◆ **EXERCISE**
Of all the lines in the entries below, give again exactly those starting at the line containing "Give me a JSON index of this picture. Order" and ending at the line containing "Dump the readable", both ends included, and no others.

═════ EXERCISE INPUTS

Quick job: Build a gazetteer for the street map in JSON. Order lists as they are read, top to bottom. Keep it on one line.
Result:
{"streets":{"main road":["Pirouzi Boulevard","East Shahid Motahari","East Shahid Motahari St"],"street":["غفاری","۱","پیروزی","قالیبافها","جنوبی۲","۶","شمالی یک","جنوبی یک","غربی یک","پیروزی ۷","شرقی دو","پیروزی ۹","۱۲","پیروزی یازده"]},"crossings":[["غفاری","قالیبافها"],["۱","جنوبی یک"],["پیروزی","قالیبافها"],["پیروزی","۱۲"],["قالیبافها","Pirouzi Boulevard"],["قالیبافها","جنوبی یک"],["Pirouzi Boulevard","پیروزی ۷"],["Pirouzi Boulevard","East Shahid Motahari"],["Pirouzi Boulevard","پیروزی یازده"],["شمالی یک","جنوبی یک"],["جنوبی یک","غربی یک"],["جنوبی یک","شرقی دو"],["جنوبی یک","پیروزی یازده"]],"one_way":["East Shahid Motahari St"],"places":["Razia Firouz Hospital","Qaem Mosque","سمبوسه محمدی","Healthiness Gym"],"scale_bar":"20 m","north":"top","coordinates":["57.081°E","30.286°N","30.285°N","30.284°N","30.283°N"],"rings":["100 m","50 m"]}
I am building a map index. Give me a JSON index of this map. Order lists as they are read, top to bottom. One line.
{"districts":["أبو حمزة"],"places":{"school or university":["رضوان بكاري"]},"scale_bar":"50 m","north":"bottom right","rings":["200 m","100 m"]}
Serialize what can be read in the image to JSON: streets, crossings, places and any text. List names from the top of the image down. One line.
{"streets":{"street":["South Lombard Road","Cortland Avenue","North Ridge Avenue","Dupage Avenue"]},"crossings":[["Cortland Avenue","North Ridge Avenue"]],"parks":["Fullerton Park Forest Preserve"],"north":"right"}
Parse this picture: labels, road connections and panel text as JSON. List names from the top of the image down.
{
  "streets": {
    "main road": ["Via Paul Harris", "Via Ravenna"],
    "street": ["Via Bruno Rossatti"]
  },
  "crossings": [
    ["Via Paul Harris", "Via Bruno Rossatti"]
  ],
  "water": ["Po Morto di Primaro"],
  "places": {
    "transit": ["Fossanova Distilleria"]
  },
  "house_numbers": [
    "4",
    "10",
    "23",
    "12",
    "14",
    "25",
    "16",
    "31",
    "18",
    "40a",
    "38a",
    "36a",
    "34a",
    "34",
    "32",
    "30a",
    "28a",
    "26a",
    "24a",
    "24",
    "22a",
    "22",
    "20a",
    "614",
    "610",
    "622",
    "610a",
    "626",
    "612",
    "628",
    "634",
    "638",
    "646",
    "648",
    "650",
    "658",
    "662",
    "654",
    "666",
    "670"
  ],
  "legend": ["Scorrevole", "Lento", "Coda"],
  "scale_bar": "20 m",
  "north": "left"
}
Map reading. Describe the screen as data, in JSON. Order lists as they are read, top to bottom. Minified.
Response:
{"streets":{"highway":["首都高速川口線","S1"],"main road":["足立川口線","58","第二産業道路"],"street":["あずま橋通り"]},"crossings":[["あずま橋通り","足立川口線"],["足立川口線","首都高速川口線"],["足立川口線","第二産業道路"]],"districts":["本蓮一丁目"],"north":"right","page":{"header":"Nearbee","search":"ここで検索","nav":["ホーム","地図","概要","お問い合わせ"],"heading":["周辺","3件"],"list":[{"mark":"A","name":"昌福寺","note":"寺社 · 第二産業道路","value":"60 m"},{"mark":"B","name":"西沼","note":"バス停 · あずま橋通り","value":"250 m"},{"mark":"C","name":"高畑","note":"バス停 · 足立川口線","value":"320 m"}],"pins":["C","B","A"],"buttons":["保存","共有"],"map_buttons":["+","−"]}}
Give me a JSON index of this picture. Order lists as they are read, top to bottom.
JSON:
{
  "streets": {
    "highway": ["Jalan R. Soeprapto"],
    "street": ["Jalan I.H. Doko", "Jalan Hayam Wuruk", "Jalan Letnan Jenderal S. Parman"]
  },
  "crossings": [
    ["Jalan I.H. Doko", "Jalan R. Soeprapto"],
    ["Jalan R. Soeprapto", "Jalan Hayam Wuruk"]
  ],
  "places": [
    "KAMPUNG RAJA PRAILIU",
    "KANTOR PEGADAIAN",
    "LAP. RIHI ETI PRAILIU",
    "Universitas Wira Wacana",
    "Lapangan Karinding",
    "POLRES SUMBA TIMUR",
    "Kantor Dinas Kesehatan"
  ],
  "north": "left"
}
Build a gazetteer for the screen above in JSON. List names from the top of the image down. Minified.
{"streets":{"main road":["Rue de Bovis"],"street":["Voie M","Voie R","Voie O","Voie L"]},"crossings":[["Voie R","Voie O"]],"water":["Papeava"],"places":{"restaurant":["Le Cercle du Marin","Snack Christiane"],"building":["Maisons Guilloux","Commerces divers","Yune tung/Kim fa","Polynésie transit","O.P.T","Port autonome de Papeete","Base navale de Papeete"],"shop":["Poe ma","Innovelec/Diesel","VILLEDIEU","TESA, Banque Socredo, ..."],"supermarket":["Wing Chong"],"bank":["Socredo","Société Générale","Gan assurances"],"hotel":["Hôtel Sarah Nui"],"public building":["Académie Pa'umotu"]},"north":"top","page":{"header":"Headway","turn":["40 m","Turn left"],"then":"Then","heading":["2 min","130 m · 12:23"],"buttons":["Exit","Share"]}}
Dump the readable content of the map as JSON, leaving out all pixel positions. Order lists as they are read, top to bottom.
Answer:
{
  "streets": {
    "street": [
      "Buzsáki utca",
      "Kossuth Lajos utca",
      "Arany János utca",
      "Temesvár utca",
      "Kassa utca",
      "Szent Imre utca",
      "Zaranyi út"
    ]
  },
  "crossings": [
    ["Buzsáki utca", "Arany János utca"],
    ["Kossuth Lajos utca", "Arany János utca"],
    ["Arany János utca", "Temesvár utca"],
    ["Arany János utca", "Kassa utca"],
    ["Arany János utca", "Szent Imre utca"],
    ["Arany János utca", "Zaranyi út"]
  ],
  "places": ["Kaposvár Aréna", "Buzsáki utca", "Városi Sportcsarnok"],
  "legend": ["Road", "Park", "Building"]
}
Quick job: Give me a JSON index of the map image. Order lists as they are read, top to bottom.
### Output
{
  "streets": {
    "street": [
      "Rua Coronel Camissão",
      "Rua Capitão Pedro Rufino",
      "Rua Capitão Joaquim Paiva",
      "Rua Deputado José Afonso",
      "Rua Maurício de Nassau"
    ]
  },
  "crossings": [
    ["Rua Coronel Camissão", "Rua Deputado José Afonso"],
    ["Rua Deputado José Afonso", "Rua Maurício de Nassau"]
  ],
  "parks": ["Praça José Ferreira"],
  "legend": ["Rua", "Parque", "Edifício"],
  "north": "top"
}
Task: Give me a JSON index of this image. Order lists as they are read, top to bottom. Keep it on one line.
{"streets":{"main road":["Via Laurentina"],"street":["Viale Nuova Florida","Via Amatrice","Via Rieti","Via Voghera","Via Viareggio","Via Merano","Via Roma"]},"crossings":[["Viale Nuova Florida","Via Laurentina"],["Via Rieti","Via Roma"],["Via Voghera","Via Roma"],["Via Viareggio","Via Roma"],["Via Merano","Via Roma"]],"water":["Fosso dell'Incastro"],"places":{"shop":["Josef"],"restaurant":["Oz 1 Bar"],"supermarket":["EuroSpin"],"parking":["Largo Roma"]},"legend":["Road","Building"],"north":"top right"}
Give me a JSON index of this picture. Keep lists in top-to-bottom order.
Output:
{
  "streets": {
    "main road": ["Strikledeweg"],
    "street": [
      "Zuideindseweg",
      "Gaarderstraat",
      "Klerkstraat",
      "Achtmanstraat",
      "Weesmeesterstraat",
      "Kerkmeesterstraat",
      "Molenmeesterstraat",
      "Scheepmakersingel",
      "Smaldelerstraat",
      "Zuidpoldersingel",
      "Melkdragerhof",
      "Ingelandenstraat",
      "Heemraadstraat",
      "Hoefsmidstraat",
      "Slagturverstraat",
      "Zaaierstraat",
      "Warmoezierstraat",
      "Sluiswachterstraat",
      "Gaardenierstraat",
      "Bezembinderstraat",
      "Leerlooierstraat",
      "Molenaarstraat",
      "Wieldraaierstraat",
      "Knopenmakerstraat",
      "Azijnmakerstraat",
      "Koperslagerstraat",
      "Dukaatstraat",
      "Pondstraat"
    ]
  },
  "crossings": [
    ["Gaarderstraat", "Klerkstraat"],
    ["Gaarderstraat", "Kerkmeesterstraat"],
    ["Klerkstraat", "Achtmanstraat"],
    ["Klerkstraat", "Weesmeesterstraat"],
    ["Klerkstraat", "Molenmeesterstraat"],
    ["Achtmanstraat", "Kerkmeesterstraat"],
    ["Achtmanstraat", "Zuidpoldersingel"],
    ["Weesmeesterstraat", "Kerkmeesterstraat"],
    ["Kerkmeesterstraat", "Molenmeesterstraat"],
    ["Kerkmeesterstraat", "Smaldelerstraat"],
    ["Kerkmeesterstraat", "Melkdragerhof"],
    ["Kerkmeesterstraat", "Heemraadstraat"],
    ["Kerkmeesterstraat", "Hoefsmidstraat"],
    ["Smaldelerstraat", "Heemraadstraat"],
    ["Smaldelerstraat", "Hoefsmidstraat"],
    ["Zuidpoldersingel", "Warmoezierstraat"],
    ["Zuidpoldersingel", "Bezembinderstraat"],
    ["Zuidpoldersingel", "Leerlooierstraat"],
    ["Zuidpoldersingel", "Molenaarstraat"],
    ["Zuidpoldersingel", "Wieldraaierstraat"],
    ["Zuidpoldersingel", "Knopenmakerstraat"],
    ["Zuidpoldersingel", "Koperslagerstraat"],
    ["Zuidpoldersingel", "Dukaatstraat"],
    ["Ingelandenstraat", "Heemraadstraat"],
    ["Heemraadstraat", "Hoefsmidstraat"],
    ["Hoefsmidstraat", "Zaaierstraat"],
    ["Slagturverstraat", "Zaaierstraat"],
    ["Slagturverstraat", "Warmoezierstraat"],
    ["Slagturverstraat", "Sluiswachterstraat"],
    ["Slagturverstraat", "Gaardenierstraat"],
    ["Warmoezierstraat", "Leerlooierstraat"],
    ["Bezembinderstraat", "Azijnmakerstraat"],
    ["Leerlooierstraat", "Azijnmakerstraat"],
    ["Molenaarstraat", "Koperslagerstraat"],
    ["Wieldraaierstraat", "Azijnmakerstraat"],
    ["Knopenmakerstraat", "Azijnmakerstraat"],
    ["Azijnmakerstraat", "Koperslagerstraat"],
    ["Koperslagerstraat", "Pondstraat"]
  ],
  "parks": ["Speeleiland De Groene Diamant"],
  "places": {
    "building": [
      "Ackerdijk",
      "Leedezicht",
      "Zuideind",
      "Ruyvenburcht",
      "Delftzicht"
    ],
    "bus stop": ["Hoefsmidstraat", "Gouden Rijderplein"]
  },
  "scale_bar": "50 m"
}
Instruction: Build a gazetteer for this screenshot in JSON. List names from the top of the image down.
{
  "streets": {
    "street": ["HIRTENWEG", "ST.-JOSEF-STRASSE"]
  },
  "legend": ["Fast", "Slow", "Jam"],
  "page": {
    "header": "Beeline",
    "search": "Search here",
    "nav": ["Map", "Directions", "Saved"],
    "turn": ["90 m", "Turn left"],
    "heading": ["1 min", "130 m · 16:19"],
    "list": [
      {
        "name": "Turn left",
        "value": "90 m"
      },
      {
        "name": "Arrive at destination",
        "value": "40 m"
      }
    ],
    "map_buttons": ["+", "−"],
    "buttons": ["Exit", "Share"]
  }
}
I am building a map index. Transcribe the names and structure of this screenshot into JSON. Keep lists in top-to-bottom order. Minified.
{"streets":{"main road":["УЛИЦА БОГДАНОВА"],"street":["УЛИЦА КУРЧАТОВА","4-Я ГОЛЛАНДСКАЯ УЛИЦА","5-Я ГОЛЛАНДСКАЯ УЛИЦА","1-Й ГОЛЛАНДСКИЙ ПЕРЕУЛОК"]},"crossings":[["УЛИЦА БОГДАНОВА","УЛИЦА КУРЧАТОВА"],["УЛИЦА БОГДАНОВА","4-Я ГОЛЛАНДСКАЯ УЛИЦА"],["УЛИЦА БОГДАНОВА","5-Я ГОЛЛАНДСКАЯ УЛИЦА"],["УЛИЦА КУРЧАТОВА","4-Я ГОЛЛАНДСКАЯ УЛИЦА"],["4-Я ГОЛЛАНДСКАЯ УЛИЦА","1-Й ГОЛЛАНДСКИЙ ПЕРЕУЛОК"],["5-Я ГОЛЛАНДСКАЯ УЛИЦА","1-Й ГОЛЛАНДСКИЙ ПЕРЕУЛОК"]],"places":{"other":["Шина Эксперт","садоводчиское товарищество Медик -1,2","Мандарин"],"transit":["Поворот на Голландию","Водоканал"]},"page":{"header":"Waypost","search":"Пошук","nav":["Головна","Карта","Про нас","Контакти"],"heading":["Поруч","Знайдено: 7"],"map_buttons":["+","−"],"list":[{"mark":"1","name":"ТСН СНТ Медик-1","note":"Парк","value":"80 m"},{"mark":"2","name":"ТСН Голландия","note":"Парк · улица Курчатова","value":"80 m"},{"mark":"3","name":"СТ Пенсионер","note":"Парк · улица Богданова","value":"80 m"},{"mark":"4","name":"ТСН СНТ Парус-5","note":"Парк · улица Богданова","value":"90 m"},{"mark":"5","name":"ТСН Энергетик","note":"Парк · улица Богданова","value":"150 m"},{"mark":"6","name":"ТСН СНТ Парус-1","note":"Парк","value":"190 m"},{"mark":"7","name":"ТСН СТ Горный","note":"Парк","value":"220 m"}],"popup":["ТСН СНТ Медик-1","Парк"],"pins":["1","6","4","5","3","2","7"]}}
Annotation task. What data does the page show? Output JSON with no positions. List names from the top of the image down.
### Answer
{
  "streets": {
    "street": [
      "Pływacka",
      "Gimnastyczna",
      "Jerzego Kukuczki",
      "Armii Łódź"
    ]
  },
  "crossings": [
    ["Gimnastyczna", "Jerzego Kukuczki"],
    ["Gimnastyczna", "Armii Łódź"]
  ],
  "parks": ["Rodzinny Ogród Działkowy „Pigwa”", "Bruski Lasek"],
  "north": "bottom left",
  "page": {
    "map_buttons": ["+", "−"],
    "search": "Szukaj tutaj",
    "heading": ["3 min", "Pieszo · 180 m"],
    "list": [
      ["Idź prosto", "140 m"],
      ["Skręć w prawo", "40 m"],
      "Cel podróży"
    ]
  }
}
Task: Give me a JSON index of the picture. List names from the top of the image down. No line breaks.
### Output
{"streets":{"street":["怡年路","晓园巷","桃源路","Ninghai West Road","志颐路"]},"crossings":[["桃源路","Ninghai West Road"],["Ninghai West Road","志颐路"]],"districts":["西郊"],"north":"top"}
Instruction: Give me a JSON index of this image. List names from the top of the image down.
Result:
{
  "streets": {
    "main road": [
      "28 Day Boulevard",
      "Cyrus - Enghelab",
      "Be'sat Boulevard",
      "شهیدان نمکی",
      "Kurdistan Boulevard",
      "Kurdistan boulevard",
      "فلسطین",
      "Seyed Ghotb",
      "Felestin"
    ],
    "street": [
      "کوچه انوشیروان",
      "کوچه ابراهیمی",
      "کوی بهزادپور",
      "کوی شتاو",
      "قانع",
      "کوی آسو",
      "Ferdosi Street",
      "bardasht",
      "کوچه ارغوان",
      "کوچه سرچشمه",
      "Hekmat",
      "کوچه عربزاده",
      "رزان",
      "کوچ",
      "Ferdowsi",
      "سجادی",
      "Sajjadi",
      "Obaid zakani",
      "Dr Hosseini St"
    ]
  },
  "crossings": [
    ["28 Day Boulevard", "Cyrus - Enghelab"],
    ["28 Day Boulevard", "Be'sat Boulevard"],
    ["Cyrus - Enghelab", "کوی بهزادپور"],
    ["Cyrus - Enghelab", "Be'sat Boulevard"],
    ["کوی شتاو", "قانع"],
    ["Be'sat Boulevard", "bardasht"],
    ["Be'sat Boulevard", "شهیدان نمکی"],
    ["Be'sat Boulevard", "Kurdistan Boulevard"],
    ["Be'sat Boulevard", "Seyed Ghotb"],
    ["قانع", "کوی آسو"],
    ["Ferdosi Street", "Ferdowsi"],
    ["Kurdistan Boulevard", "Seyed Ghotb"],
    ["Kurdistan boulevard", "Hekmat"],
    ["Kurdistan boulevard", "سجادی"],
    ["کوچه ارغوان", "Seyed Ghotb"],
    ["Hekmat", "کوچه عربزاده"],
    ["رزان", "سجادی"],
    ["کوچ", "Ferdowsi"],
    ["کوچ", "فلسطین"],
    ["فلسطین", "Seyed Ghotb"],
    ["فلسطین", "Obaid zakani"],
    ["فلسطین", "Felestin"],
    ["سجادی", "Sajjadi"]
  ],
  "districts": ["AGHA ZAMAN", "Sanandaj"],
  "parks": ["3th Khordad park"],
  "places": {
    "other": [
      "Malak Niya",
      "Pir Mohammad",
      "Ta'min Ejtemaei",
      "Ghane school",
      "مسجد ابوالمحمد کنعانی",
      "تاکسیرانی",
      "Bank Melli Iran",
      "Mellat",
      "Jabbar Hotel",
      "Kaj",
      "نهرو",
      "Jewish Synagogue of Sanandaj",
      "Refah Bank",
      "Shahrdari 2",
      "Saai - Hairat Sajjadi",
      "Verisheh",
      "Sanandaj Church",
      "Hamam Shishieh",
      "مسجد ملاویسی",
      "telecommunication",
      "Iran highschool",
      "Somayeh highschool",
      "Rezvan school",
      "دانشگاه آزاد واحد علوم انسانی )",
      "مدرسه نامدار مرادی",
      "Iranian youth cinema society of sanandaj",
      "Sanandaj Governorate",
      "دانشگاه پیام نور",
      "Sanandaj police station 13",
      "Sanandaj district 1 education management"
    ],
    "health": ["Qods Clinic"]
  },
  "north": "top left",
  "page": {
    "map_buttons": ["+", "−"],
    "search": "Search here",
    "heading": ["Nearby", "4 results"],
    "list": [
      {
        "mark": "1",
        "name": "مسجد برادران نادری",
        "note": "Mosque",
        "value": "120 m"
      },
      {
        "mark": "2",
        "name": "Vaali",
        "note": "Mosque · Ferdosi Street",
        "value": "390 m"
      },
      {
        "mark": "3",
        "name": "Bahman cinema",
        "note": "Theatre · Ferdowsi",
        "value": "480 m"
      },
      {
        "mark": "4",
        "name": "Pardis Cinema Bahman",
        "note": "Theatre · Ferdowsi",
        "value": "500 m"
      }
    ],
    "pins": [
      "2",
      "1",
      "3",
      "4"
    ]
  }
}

══════════

◆ **PROBLEM SOLUTION**
Give me a JSON index of this picture. Order lists as they are read, top to bottom.
JSON:
{
  "streets": {
    "highway": ["Jalan R. Soeprapto"],
    "street": ["Jalan I.H. Doko", "Jalan Hayam Wuruk", "Jalan Letnan Jenderal S. Parman"]
  },
  "crossings": [
    ["Jalan I.H. Doko", "Jalan R. Soeprapto"],
    ["Jalan R. Soeprapto", "Jalan Hayam Wuruk"]
  ],
  "places": [
    "KAMPUNG RAJA PRAILIU",
    "KANTOR PEGADAIAN",
    "LAP. RIHI ETI PRAILIU",
    "Universitas Wira Wacana",
    "Lapangan Karinding",
    "POLRES SUMBA TIMUR",
    "Kantor Dinas Kesehatan"
  ],
  "north": "left"
}
Build a gazetteer for the screen above in JSON. List names from the top of the image down. Minified.
{"streets":{"main road":["Rue de Bovis"],"street":["Voie M","Voie R","Voie O","Voie L"]},"crossings":[["Voie R","Voie O"]],"water":["Papeava"],"places":{"restaurant":["Le Cercle du Marin","Snack Christiane"],"building":["Maisons Guilloux","Commerces divers","Yune tung/Kim fa","Polynésie transit","O.P.T","Port autonome de Papeete","Base navale de Papeete"],"shop":["Poe ma","Innovelec/Diesel","VILLEDIEU","TESA, Banque Socredo, ..."],"supermarket":["Wing Chong"],"bank":["Socredo","Société Générale","Gan assurances"],"hotel":["Hôtel Sarah Nui"],"public building":["Académie Pa'umotu"]},"north":"top","page":{"header":"Headway","turn":["40 m","Turn left"],"then":"Then","heading":["2 min","130 m · 12:23"],"buttons":["Exit","Share"]}}
Dump the readable content of the map as JSON, leaving out all pixel positions. Order lists as they are read, top to bottom.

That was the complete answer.